- **Given information**:
# # # #

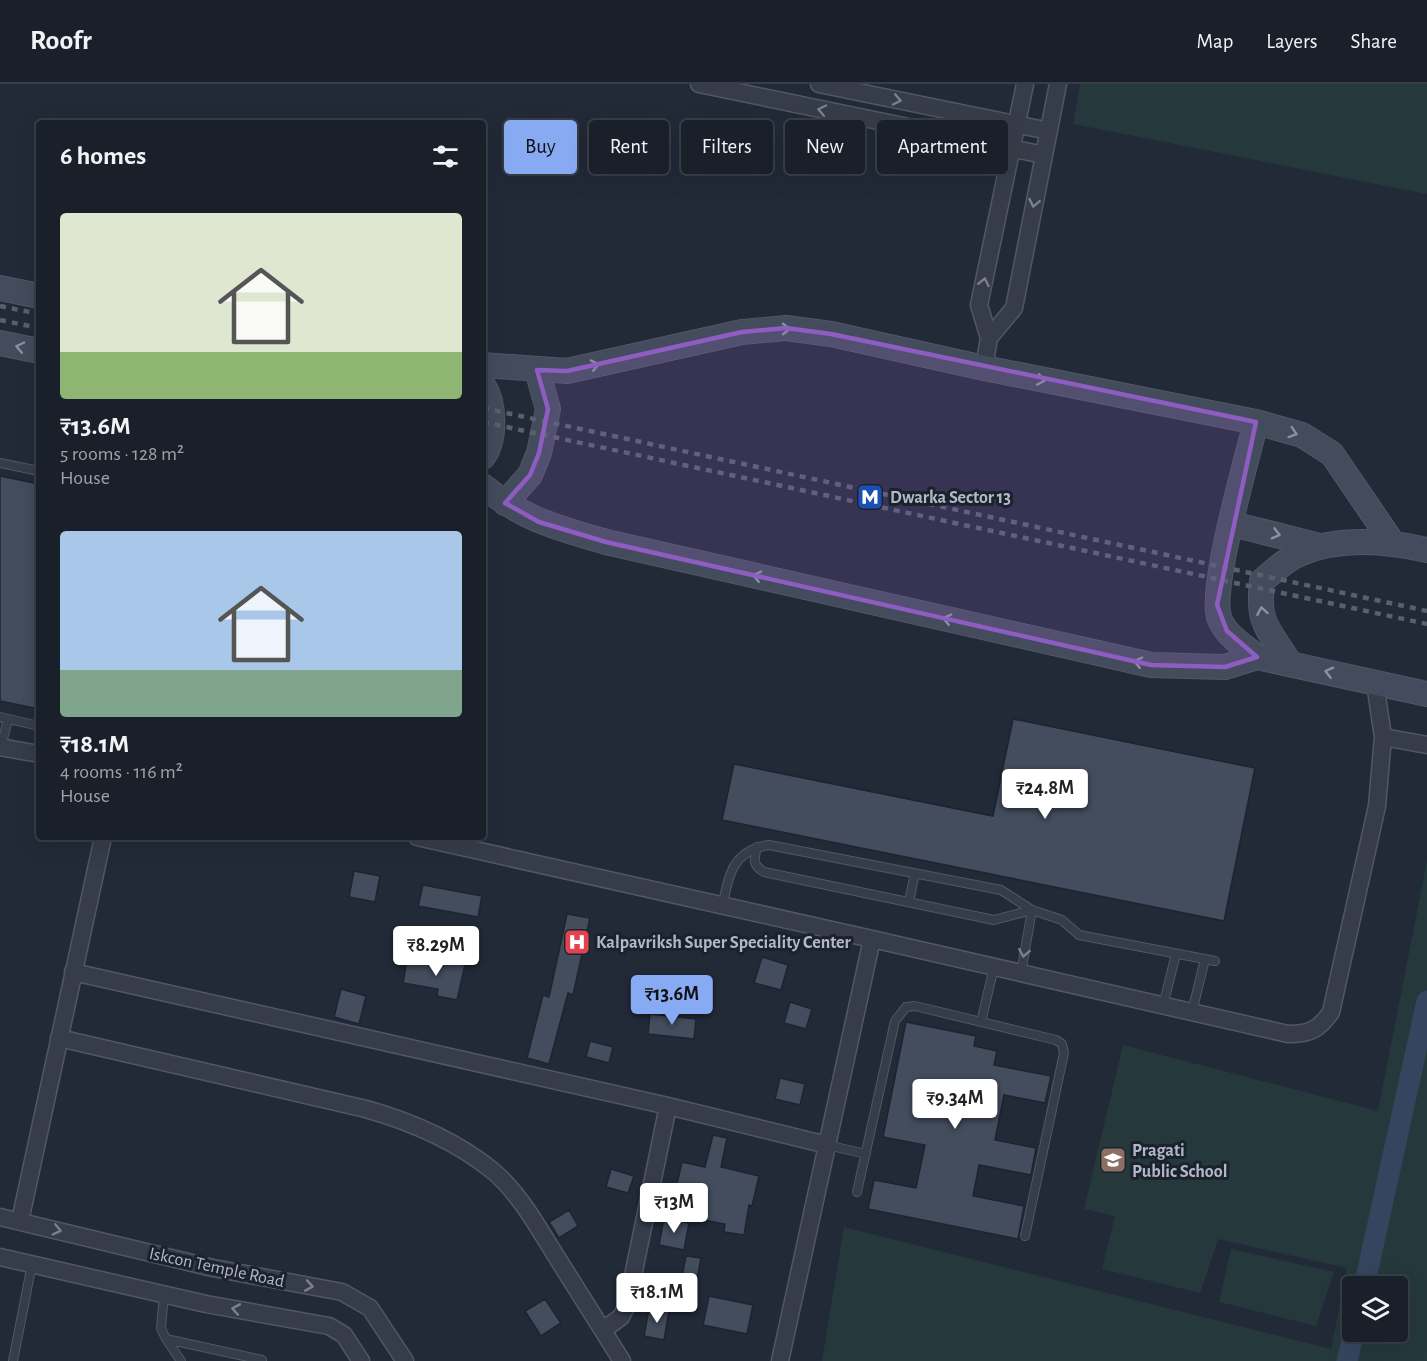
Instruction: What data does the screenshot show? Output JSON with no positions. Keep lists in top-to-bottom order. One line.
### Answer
{"streets":{"street":["Iskcon Temple Road"]},"places":{"metro station":["Dwarka Sector 13"],"hospital":["Kalpavriksh Super Speciality Center"],"school or university":["Pragati Public School"]},"page":{"header":"Roofr","nav":["Map","Layers","Share"],"chip":["Buy","Rent","Filters","New","Apartment"],"heading":"6 homes","list":[{"name":"₹13.6M","note":"5 rooms · 128 m² · House"},{"name":"₹18.1M","note":"4 rooms · 116 m² · House"}],"price":["₹24.8M","₹8.29M","₹13.6M","₹9.34M","₹13M","₹18.1M"]}}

# # # #

- **Your instructions**: Omit the pictures. Repeat the rest of the data exactly.

- **Solution for this exercise**:
Instruction: What data does the screenshot show? Output JSON with no positions. Keep lists in top-to-bottom order. One line.
### Answer
{"streets":{"street":["Iskcon Temple Road"]},"places":{"metro station":["Dwarka Sector 13"],"hospital":["Kalpavriksh Super Speciality Center"],"school or university":["Pragati Public School"]},"page":{"header":"Roofr","nav":["Map","Layers","Share"],"chip":["Buy","Rent","Filters","New","Apartment"],"heading":"6 homes","list":[{"name":"₹13.6M","note":"5 rooms · 128 m² · House"},{"name":"₹18.1M","note":"4 rooms · 116 m² · House"}],"price":["₹24.8M","₹8.29M","₹13.6M","₹9.34M","₹13M","₹18.1M"]}}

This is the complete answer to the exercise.